(Required work):
The answer must consist of every line from the entries below that contains the word "shadow".

(Collected data entries)
%%
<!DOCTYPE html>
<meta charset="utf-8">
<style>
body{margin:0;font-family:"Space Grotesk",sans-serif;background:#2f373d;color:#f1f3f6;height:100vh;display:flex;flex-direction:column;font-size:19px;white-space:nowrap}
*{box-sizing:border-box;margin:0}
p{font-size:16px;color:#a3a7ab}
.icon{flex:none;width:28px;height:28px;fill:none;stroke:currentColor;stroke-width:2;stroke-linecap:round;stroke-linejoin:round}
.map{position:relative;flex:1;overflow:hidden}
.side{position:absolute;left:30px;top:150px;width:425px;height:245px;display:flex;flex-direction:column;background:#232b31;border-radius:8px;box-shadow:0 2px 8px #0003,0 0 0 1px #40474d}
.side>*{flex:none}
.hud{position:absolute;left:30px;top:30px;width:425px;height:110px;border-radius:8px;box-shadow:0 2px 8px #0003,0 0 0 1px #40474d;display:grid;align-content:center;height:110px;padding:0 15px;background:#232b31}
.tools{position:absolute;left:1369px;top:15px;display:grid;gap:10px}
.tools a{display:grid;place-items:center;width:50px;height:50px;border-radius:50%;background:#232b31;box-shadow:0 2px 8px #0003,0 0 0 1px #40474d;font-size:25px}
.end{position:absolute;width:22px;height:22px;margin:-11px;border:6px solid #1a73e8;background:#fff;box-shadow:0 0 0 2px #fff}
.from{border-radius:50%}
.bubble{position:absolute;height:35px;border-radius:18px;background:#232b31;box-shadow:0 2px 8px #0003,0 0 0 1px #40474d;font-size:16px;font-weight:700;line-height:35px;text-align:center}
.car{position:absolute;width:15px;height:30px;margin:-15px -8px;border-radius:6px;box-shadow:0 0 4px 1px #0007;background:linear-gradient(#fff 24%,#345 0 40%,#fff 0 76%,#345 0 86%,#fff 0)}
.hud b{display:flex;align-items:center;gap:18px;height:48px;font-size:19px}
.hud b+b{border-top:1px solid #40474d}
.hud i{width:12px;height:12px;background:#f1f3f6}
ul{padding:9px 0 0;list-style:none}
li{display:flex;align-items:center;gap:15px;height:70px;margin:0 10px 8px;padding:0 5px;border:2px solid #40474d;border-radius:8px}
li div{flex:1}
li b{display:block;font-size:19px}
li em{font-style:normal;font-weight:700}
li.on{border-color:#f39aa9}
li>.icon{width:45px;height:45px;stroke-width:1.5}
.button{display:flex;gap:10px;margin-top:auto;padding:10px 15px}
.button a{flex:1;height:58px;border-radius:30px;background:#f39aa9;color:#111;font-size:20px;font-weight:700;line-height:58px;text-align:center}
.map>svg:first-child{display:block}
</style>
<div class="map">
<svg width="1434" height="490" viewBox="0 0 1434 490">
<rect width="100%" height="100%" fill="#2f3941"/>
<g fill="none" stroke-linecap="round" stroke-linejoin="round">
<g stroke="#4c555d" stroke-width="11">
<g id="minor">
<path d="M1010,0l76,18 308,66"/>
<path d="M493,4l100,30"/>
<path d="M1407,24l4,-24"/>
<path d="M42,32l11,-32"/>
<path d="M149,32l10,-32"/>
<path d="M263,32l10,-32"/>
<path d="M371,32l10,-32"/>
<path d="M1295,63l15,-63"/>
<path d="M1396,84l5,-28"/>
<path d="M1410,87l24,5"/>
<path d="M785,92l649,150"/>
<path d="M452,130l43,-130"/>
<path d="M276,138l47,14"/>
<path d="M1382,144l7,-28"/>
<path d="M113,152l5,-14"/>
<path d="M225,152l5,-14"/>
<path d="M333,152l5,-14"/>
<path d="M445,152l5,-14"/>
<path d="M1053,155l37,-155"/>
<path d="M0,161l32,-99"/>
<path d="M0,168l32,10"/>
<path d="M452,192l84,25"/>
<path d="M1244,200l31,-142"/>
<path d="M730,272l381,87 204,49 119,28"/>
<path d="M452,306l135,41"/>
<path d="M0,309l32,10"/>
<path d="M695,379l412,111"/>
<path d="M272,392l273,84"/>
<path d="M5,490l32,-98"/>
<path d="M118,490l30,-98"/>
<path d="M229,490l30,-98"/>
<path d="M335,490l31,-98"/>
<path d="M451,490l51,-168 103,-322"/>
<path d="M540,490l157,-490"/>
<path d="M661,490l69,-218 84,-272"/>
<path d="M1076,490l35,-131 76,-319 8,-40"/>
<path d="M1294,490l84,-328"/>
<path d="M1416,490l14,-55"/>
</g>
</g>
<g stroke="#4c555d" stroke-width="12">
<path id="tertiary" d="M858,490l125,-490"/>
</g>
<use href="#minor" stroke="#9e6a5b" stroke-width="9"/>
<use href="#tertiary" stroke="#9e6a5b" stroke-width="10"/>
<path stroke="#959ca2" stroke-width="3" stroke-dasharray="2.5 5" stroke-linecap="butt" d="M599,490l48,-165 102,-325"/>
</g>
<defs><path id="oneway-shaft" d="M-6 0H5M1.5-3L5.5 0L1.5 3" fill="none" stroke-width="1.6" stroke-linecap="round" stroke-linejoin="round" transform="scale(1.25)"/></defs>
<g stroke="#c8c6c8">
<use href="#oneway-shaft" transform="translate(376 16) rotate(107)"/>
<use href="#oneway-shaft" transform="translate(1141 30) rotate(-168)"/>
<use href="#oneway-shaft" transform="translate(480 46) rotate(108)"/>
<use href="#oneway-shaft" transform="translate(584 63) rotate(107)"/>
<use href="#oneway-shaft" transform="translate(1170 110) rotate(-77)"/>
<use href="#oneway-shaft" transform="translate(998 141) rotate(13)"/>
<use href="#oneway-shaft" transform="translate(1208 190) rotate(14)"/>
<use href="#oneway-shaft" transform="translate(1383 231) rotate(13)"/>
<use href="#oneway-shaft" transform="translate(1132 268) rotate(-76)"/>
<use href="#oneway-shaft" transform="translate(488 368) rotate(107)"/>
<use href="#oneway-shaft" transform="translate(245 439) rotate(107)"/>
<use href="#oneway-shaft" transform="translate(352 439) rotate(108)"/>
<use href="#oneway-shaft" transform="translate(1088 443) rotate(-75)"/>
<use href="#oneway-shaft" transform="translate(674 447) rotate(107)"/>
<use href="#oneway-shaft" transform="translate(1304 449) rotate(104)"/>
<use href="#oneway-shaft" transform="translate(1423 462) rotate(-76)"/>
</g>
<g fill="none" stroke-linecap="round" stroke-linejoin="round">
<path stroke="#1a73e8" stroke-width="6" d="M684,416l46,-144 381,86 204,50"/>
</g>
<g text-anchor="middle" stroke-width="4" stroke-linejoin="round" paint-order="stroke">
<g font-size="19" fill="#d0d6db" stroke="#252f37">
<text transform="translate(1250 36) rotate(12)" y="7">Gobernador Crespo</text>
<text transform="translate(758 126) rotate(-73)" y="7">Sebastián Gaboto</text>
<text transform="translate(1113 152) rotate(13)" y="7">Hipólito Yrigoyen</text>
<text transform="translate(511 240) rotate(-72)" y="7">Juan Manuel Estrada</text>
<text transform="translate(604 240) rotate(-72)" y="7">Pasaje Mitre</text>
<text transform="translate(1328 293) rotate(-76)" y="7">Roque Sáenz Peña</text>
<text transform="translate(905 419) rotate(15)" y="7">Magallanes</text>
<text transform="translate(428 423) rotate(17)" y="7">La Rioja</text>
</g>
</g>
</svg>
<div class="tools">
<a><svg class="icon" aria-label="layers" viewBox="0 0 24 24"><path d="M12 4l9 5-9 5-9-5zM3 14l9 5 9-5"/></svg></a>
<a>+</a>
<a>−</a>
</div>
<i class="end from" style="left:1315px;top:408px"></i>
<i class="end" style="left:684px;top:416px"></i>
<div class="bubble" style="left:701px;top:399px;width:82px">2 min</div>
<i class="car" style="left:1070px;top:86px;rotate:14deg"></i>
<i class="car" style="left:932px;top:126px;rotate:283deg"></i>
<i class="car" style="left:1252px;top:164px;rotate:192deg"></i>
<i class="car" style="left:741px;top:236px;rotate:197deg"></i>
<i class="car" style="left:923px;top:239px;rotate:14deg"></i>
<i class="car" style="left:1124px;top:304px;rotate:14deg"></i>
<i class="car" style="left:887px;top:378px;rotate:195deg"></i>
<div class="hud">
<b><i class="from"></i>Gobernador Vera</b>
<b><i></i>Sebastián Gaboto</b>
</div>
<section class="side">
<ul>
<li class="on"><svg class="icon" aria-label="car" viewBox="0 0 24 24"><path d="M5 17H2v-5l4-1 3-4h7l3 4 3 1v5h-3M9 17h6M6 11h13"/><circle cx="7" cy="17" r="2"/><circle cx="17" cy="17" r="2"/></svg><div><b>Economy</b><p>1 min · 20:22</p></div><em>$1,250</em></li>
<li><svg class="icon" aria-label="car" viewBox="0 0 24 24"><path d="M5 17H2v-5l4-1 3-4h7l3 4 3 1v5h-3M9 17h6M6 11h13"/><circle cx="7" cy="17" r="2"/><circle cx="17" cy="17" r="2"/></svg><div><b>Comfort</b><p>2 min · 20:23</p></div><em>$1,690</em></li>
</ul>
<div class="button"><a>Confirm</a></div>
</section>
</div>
%%
(Worked solution):
.side{position:absolute;left:30px;top:150px;width:425px;height:245px;display:flex;flex-direction:column;background:#232b31;border-radius:8px;box-shadow:0 2px 8px #0003,0 0 0 1px #40474d}
.hud{position:absolute;left:30px;top:30px;width:425px;height:110px;border-radius:8px;box-shadow:0 2px 8px #0003,0 0 0 1px #40474d;display:grid;align-content:center;height:110px;padding:0 15px;background:#232b31}
.tools a{display:grid;place-items:center;width:50px;height:50px;border-radius:50%;background:#232b31;box-shadow:0 2px 8px #0003,0 0 0 1px #40474d;font-size:25px}
.end{position:absolute;width:22px;height:22px;margin:-11px;border:6px solid #1a73e8;background:#fff;box-shadow:0 0 0 2px #fff}
.bubble{position:absolute;height:35px;border-radius:18px;background:#232b31;box-shadow:0 2px 8px #0003,0 0 0 1px #40474d;font-size:16px;font-weight:700;line-height:35px;text-align:center}
.car{position:absolute;width:15px;height:30px;margin:-15px -8px;border-radius:6px;box-shadow:0 0 4px 1px #0007;background:linear-gradient(#fff 24%,#345 0 40%,#fff 0 76%,#345 0 86%,#fff 0)}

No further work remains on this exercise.